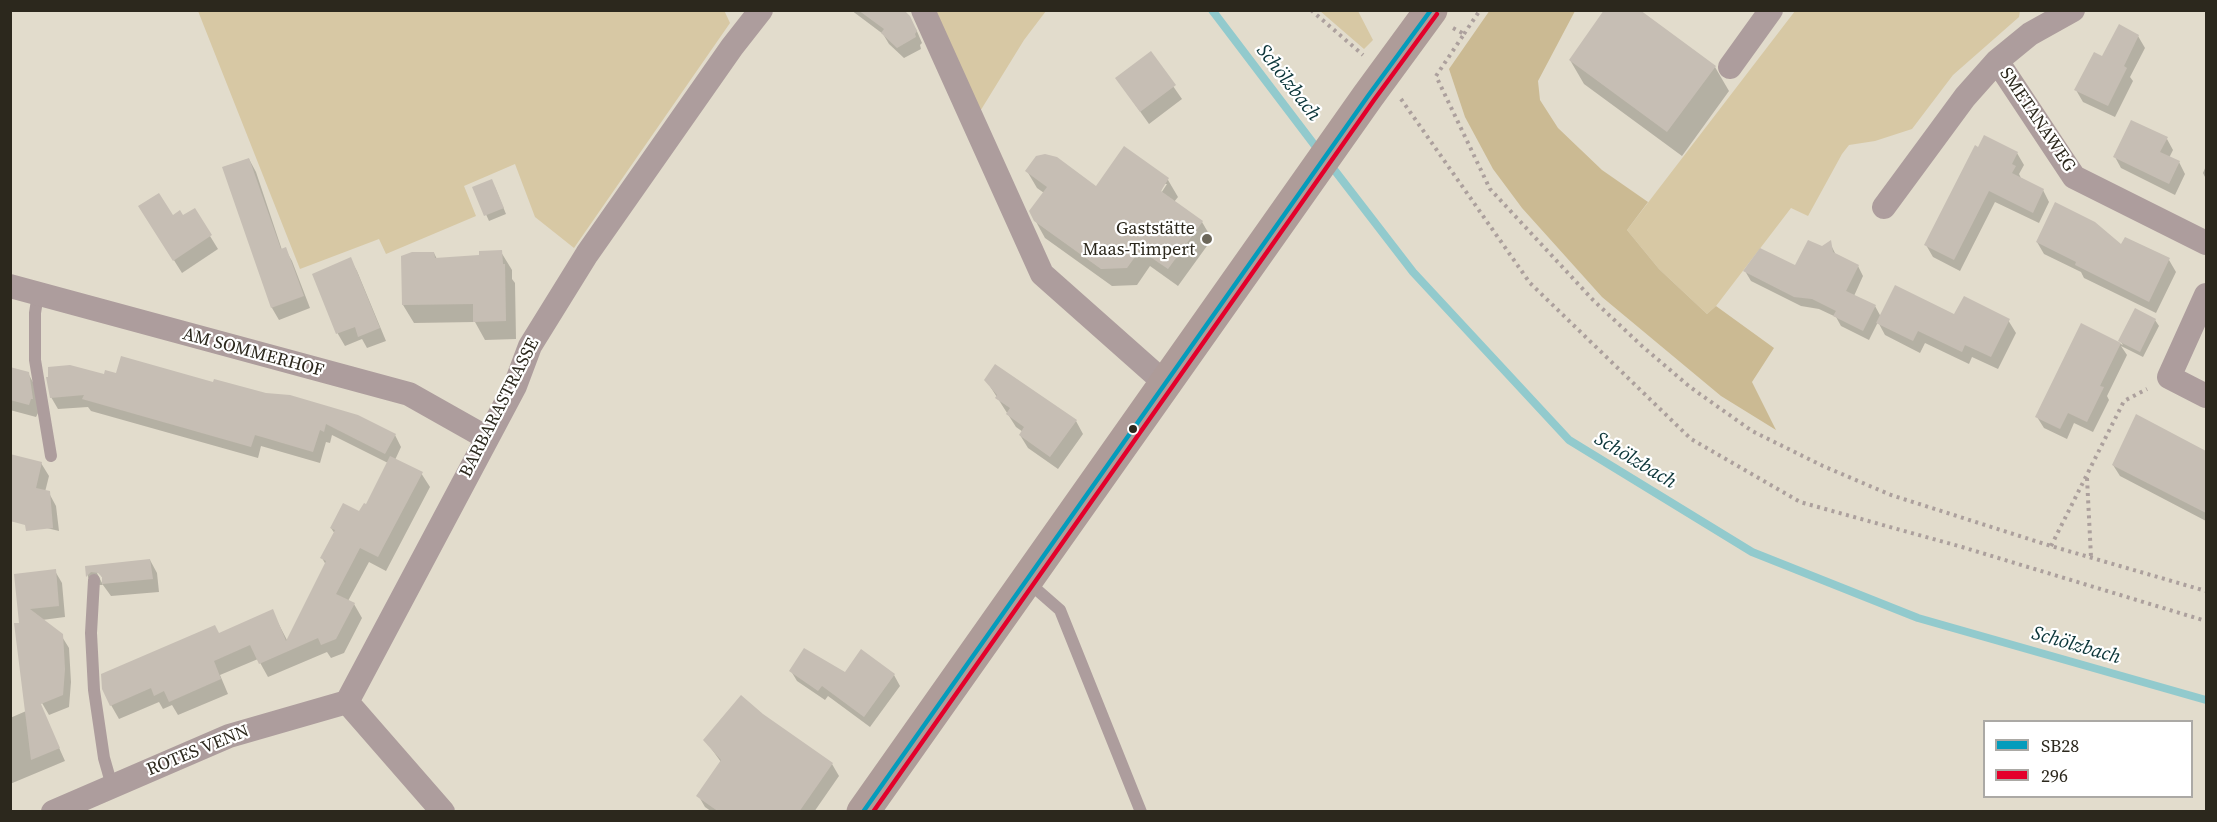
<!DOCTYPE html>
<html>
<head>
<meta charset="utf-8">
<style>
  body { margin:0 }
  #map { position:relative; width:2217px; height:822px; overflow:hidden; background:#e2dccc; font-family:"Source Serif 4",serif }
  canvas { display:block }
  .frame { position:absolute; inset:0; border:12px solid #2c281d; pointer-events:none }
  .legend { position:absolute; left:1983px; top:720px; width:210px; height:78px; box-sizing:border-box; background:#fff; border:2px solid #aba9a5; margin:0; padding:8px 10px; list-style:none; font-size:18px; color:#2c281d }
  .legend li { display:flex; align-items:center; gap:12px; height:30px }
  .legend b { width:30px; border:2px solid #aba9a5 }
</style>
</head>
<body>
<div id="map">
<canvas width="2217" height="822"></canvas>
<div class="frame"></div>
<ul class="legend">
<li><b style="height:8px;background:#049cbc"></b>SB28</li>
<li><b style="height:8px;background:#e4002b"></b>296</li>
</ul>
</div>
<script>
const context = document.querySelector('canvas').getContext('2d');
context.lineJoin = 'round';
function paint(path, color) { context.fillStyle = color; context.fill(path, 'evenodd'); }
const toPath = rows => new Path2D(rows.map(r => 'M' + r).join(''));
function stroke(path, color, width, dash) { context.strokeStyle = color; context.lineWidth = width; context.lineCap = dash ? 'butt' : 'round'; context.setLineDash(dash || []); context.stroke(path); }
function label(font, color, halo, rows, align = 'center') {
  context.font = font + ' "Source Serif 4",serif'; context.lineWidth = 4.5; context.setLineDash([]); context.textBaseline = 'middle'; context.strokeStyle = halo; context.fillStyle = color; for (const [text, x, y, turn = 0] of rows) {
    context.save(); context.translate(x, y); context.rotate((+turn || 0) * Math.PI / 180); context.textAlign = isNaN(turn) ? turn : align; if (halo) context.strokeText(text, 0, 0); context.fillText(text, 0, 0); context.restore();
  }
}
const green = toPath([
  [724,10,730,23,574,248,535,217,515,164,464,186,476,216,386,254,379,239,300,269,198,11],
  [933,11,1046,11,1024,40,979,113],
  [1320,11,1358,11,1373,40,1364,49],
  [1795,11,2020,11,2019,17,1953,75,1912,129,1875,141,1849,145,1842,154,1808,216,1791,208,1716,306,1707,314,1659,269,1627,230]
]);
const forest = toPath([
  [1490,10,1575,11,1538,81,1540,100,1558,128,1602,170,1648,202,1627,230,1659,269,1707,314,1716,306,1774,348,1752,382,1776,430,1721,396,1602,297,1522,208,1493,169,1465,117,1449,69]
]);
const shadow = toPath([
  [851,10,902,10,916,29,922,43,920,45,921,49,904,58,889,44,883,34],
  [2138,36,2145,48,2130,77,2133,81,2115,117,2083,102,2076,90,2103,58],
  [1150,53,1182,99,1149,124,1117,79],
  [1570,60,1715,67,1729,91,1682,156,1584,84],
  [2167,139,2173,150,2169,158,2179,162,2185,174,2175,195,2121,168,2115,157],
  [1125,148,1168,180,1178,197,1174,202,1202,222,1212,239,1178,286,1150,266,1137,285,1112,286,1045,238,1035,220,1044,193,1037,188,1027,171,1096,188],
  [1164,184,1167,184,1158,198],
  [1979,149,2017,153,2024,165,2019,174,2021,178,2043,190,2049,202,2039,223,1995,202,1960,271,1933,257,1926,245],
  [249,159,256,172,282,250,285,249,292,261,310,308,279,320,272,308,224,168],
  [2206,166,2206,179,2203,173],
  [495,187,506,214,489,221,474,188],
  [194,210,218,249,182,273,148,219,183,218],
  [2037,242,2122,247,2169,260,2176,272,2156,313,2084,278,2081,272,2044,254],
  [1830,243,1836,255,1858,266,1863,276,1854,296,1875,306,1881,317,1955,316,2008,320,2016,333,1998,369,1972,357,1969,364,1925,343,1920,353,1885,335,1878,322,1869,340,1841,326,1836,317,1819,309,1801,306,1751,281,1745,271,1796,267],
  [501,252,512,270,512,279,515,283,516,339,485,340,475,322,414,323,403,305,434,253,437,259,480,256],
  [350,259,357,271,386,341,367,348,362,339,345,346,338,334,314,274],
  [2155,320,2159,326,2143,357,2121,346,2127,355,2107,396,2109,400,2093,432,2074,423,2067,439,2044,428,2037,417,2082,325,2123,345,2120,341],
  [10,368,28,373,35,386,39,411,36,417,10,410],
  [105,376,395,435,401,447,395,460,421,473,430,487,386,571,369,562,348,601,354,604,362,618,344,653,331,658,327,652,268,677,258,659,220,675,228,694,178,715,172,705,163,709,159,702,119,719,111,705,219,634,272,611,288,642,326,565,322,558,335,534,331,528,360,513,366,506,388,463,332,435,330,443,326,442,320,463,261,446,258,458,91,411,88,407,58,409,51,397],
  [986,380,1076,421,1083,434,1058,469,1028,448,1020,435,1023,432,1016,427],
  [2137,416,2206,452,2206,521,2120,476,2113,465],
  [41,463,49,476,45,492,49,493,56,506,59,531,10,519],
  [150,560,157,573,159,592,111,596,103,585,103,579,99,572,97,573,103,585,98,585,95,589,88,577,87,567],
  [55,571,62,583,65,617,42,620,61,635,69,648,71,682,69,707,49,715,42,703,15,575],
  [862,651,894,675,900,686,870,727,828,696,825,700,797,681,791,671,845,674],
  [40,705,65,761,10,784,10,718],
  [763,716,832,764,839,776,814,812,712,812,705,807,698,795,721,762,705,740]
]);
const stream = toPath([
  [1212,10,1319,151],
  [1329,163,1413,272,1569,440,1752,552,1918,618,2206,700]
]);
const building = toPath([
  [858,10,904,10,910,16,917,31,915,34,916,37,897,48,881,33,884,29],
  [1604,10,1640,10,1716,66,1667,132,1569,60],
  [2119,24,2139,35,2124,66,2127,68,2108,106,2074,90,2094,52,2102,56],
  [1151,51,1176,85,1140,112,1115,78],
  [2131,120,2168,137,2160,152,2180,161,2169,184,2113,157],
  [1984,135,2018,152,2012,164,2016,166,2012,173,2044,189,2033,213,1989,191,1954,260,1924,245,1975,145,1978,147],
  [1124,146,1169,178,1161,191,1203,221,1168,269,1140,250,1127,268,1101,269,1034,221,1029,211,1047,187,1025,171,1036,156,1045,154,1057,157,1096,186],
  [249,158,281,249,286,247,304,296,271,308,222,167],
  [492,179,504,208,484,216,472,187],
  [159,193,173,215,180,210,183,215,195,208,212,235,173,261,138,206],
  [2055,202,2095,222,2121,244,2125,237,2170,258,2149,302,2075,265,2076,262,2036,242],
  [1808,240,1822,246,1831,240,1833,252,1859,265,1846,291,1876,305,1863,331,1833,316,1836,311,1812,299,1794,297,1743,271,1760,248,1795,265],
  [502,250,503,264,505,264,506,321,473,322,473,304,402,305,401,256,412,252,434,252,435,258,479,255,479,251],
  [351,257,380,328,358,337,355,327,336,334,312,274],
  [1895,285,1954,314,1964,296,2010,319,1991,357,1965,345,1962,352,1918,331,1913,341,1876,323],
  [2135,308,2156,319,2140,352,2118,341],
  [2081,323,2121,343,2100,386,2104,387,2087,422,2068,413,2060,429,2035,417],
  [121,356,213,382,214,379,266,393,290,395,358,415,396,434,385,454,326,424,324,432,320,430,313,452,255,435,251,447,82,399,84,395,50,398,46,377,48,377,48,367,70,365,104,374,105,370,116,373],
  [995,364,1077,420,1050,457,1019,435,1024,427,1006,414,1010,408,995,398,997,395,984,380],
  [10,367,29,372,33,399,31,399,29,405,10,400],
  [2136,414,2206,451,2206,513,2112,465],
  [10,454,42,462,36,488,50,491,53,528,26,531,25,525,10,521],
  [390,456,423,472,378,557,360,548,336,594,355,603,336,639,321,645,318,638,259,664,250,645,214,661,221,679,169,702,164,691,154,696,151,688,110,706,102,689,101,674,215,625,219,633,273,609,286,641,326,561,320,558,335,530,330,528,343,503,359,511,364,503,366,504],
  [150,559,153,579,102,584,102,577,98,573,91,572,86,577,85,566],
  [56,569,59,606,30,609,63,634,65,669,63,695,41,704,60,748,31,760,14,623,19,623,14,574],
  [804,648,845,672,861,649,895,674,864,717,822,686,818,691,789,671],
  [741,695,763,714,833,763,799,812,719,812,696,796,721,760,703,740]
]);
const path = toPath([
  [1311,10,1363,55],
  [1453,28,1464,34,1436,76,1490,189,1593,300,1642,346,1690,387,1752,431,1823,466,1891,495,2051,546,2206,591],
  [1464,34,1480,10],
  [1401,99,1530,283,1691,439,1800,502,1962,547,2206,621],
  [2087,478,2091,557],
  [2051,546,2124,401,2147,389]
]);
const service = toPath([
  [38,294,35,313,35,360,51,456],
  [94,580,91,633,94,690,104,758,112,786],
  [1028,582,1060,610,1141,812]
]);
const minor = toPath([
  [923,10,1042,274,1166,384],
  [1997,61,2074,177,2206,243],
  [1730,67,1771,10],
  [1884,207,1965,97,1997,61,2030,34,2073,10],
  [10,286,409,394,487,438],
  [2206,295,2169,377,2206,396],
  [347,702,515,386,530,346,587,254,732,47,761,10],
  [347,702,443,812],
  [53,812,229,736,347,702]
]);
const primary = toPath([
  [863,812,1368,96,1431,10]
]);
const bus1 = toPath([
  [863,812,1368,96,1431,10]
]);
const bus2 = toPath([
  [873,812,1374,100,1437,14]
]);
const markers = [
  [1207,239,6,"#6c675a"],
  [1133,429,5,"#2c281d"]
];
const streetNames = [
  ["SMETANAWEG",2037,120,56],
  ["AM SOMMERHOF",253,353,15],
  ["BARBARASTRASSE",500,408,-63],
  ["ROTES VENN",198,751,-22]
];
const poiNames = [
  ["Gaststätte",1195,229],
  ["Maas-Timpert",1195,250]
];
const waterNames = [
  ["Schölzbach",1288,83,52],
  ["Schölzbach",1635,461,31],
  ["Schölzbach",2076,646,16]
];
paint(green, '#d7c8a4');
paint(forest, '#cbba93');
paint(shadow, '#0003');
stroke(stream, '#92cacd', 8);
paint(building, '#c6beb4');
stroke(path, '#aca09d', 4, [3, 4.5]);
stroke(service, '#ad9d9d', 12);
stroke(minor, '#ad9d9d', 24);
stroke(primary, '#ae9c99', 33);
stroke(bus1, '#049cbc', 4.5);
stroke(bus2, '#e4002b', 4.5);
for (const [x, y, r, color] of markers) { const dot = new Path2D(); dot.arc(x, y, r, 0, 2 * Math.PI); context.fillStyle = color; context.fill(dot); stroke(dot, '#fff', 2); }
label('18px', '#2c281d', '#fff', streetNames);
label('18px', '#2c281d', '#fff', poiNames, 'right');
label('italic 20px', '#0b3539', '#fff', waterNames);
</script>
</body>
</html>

-- TRY IT --
Check each line of the entries, and copy the ones that contain "setLineDash".

-- TASK RESPONSE --
function stroke(path, color, width, dash) { context.strokeStyle = color; context.lineWidth = width; context.lineCap = dash ? 'butt' : 'round'; context.setLineDash(dash || []); context.stroke(path); }
  context.font = font + ' "Source Serif 4",serif'; context.lineWidth = 4.5; context.setLineDash([]); context.textBaseline = 'middle'; context.strokeStyle = halo; context.fillStyle = color; for (const [text, x, y, turn = 0] of rows) {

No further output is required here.